Forum Moderators: coopster

Message Too Old, No Replies

Cleaning Up Text with PHP

         

username

5:32 am on Jun 9, 2009 (gmt 0)

10+ Year Member Top Contributors Of The Month



Hi, I am parsing some RSS info from a feed, and cleaning up the character data. I use the following method, but for some reason, some of the single quote characters do not get noticed, and are ignored. My goal is to convert all non alphanumeric characters to their html character entitties:

$title = htmlentities($title, ENT_QUOTES);

If anyone has any ideas on strengthening this up, it would be appreciated.
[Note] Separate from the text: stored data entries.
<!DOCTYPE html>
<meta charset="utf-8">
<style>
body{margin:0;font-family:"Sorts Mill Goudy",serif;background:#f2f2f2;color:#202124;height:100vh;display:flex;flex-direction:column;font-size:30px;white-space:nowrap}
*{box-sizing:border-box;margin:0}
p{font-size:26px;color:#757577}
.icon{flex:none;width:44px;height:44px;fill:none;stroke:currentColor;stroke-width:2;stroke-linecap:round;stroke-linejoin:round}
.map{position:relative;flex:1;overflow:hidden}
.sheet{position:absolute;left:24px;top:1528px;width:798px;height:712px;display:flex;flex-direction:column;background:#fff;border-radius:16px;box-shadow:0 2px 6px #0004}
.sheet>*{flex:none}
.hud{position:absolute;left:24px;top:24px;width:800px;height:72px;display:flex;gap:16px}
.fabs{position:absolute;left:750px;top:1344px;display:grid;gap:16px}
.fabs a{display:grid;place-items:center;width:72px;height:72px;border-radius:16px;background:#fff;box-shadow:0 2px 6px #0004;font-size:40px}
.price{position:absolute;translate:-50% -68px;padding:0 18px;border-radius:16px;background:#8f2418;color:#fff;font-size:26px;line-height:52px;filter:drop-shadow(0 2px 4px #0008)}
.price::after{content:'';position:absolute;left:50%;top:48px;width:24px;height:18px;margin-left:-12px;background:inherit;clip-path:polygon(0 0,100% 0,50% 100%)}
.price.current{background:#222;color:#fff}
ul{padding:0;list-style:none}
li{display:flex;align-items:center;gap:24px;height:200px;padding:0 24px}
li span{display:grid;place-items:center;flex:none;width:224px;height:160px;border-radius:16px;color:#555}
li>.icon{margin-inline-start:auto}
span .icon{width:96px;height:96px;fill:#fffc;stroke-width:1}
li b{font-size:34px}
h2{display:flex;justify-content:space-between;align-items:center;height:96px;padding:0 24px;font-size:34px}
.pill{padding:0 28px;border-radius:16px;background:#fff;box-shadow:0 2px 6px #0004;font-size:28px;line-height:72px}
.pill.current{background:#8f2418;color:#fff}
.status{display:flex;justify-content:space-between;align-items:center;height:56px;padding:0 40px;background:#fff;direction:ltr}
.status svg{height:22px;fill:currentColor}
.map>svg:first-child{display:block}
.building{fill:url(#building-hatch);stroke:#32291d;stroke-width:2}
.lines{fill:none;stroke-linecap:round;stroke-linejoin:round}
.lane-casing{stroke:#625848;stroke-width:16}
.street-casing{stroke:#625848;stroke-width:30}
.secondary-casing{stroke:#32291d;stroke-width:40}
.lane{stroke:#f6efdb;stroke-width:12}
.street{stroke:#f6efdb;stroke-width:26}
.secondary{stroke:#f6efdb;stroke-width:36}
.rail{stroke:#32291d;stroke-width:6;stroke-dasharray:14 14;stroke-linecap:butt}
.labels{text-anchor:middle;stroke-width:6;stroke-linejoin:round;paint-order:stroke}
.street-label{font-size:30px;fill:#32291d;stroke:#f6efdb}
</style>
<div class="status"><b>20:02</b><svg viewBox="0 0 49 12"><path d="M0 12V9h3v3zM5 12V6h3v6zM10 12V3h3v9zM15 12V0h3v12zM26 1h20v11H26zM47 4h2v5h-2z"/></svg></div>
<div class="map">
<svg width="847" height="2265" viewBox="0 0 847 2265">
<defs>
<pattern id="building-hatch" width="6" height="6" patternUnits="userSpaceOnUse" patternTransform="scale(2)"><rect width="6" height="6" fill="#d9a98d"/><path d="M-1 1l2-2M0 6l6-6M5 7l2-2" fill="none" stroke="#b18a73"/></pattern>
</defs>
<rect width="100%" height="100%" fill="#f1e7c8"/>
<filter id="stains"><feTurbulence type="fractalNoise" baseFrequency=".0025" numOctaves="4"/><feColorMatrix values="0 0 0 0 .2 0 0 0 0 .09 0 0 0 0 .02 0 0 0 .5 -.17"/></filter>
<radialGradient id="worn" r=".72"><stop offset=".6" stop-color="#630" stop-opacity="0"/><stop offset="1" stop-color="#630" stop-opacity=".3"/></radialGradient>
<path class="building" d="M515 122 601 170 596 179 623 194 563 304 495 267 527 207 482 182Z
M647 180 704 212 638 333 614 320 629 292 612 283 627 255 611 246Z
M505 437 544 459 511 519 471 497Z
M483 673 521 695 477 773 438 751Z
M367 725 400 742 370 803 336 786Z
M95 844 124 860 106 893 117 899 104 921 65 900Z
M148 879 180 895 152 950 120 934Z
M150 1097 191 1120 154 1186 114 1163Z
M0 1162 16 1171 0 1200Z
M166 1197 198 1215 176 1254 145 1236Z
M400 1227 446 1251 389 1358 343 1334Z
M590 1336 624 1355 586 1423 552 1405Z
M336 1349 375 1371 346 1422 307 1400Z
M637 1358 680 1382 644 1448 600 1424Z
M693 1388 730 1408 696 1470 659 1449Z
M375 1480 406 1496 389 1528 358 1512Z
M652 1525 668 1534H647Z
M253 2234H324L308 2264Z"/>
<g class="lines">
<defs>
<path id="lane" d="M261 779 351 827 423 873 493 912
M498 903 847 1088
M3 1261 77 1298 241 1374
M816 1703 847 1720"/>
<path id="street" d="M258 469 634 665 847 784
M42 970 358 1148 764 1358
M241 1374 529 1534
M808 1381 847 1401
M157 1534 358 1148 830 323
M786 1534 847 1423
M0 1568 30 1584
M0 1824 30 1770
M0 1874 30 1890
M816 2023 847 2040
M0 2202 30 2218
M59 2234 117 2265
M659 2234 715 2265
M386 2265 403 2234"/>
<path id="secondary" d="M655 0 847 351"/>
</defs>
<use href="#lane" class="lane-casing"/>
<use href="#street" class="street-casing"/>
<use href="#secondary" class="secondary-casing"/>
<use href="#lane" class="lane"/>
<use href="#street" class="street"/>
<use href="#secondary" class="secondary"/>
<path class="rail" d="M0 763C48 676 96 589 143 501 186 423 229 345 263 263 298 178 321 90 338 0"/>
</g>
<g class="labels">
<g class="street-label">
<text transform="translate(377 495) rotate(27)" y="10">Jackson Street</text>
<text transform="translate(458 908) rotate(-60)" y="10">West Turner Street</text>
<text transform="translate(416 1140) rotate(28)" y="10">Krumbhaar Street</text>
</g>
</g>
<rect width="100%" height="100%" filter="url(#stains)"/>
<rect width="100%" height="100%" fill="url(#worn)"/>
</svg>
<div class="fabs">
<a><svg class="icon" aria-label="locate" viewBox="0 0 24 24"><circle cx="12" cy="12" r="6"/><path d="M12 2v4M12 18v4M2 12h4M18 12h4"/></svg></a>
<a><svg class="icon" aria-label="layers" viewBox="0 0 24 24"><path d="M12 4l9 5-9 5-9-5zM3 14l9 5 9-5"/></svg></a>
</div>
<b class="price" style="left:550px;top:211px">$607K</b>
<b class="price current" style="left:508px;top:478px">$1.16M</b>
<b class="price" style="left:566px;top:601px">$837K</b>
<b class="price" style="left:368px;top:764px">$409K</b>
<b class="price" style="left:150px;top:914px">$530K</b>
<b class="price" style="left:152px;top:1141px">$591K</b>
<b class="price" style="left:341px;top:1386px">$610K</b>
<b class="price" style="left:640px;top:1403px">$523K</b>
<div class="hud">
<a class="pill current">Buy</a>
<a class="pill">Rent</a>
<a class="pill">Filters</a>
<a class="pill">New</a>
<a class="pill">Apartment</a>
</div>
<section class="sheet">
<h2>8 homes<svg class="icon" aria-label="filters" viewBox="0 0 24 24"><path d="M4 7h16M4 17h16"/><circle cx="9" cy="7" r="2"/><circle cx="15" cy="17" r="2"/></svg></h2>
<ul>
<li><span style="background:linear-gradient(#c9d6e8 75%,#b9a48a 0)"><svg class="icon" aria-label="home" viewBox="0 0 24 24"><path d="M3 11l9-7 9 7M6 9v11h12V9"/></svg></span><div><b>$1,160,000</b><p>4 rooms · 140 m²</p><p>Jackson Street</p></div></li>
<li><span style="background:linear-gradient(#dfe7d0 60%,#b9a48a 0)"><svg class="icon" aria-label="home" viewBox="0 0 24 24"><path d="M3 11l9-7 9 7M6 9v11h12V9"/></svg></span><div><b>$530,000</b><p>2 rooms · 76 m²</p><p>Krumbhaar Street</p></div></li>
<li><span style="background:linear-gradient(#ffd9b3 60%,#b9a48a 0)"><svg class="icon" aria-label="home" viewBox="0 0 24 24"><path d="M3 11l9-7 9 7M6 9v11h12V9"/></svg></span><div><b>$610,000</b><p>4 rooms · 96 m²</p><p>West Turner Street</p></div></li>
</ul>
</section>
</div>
I have already tried using str_replace, but the characters are still ignored?

Thanks.

enigma1

6:08 pm on Jun 9, 2009 (gmt 0)

WebmasterWorld Senior Member 10+ Year Member



what's the character set the rss feed uses?

Does it work if you do
$title=htmlentities($title,ENT_QUOTES,'UTF-8');

Also check the details in php.net
[php.net...]

username

9:19 pm on Jun 9, 2009 (gmt 0)

10+ Year Member Top Contributors Of The Month



The trouble is, the function loops through a few feeds, from different url sources, so the character set may vary.I guess I could run the htmlentities script 12 times, for each of the character sets, which should theoretically wipe out all potential errors.

Is there a better solution?

username

9:52 pm on Jun 9, 2009 (gmt 0)

10+ Year Member Top Contributors Of The Month



Ok, so this solution works when you choose the right character set for htmlentites to utilise, however when you check the text with all at once it causes errors. What is the best way to detect character encoding within RSS feeds?

username

5:29 am on Jun 10, 2009 (gmt 0)

10+ Year Member Top Contributors Of The Month



Just an update, I detected the character encoding using a preg_match, and just implemented the correct encoding in htmlentities. Job done.